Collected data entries
·····

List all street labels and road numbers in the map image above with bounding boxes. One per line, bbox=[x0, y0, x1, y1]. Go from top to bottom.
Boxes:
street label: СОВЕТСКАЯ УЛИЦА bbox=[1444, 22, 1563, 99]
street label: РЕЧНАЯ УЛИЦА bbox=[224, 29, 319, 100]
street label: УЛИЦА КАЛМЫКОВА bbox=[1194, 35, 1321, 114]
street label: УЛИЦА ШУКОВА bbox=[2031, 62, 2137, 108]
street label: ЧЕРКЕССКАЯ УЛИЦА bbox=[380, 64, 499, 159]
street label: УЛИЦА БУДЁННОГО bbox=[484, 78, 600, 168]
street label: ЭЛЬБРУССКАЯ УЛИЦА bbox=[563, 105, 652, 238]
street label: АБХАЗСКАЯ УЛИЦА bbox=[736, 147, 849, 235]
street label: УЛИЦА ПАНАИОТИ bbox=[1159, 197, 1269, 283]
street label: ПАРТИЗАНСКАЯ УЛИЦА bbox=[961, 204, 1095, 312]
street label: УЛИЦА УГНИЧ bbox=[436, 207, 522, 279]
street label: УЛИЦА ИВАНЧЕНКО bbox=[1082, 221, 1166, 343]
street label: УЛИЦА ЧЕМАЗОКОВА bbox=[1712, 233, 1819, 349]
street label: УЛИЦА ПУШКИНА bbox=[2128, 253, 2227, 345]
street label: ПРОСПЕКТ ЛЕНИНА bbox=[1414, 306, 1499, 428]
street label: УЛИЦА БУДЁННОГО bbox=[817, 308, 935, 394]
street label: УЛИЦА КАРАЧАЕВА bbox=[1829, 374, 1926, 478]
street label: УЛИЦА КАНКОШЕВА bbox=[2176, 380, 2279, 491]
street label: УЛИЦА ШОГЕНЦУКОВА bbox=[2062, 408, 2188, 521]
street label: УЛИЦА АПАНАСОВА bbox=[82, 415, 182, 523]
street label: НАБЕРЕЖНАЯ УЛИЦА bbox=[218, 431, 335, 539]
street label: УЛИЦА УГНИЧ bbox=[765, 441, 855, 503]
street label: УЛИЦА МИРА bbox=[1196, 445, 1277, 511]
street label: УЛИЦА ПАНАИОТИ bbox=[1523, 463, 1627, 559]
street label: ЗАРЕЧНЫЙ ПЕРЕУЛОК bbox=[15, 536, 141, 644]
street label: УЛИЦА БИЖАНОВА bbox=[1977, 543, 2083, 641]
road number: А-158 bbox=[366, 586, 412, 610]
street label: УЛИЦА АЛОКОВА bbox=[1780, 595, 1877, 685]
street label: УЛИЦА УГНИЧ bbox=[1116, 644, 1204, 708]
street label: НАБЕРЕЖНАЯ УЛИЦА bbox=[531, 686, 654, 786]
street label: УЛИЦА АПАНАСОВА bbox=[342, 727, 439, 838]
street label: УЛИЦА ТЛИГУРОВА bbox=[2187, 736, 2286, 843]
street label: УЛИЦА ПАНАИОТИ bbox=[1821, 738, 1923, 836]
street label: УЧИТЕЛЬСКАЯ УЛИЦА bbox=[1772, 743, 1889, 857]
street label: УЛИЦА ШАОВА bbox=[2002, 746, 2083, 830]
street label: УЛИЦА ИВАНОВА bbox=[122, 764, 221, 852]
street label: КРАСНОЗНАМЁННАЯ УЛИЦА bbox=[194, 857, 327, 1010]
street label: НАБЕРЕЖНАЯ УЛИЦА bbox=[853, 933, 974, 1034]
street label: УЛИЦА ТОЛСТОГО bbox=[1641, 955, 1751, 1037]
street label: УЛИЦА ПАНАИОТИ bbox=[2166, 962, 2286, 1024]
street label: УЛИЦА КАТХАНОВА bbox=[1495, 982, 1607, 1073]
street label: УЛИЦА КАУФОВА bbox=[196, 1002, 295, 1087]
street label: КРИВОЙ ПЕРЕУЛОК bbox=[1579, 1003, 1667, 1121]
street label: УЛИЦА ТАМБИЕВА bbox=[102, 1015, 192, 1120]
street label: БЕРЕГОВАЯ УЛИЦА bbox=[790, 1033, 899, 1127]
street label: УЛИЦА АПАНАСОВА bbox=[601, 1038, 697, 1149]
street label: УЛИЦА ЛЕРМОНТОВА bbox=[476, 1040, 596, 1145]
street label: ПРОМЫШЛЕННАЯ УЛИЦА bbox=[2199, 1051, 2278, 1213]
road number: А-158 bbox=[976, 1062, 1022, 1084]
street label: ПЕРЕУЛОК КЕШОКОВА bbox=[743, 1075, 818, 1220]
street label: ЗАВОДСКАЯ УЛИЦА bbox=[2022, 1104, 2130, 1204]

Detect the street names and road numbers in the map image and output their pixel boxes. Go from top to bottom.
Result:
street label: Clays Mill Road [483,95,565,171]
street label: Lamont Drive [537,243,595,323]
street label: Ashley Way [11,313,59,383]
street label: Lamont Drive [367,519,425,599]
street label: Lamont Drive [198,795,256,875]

·····

EXERCISE =>
Find the lines in the records that include the string "image", and reply with how many there are, nothing more.

THE ANSWER =>
2